The development of the concept of planning provides an instructive lesson in the workings of technical ideas. The most elaborate and widely influential early articulation of it was found in George Miller, Eugene Galanter, and Karl Pribram's book Plans and the Structure of Behavior (1960). According to Miller, Galanter, and Pribram:

A Plan is any hierarchical process in the organism that can control the order in which a sequence of operations is to be performed (1960: 16).
This definition is remarkably vague, speaking not of a symbolic structure but of a "process." (The process is hierarchical in the sense articulated by Newell and Simon in their own concept of "planning.") In practice, though, Miller, Galanter, and Pribram constantly shifted back and forth between two concepts of a Plan. According to the first concept, a Plan is a recipe that someone might retrieve from memory and execute as a single choice; the day's repertoire of habitual routines might be understood as a library of these Plans. This concept provides an easy explanation of why behavior has a structure: this structure is caused by a Plan that has that same structure. But it provides no explanation of how complex patterns behavior of respond to the unfolding complexities of the environment. This was the purpose of second concept, usually referred to as the Plan, which was a large hierarchical structure in the individual's mind, assembled from bits and pieces of Plans. At any given time the Plan would be partially assembled, well worked out in some areas and sketchy in others. The only requirement was that any given section of the Plan be completely filled in when the time comes to execute it. These two distinct concepts responded to distinct needs that Miller, Galanter, and Pribram did not know how to reconcile. Their text betrays no evidence that they were aware of the internal tension in their ideas; nor was the problem discussed in the extensive literature that they inspired. Instead, later computational research focused heavily on the construction of single Plans, with little attention to the more improvisational aspects of human activity that required the incremental assembly of the longer-term Plan.

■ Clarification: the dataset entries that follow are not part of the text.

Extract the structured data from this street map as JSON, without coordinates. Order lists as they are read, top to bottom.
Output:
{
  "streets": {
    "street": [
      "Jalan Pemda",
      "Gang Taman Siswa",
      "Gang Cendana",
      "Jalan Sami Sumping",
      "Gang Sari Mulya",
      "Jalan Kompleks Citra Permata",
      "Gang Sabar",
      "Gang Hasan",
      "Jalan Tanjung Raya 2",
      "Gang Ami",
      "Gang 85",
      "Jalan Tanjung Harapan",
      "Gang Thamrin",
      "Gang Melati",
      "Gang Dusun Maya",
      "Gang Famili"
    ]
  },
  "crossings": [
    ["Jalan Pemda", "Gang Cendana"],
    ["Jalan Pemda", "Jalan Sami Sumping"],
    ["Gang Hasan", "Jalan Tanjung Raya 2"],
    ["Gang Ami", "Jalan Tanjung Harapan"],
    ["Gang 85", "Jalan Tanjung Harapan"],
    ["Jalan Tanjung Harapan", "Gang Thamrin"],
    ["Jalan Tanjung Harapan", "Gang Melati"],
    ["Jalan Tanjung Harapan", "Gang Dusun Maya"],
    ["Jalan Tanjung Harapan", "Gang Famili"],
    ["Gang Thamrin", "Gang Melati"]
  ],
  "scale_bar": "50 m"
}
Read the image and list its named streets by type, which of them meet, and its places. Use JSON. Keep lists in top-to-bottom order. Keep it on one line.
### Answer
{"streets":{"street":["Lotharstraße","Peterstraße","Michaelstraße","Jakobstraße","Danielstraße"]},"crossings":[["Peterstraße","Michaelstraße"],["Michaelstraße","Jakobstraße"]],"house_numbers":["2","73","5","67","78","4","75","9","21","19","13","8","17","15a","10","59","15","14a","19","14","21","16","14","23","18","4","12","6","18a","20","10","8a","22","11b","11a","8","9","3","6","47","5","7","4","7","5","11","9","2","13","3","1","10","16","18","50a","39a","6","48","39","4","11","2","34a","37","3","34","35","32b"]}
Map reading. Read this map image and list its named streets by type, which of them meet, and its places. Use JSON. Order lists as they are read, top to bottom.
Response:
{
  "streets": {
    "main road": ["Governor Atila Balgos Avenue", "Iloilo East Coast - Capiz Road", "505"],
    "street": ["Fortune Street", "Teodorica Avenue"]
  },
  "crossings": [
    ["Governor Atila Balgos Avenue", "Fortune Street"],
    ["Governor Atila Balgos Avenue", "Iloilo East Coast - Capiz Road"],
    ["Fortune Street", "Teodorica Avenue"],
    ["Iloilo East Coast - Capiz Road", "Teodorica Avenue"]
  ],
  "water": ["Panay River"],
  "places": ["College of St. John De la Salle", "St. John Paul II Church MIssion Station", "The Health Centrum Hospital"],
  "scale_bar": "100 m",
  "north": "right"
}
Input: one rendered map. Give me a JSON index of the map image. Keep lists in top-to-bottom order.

In retrospect, much conceptual trouble in AI has arisen through a subtle tendency to conflate two logically distinct points of view: (1) that of the observer or theorist investigating an agent-environment system; and (2) that of the agent being studied or designed. Thus, for example, Miller, Galanter, and Pribam failed to distinguish consistently between two of their central theses: (1) that behavior has a structure; and (2) that behavior has the structure it does because it is caused by a Plan that has that same structure. Perhaps in consequence of this, it has become common in AI to use the term "plan" to refer either to a behavioral phenomenon or a mental entity. This usage makes it difficult to conceptualize any other explanation for the recurring structures of behavior, for example that they might arise through the repeated interaction of particular agents (which may or may not employ plans) with particular environments (which are probably arranged to facilitate beneficial forms of interaction).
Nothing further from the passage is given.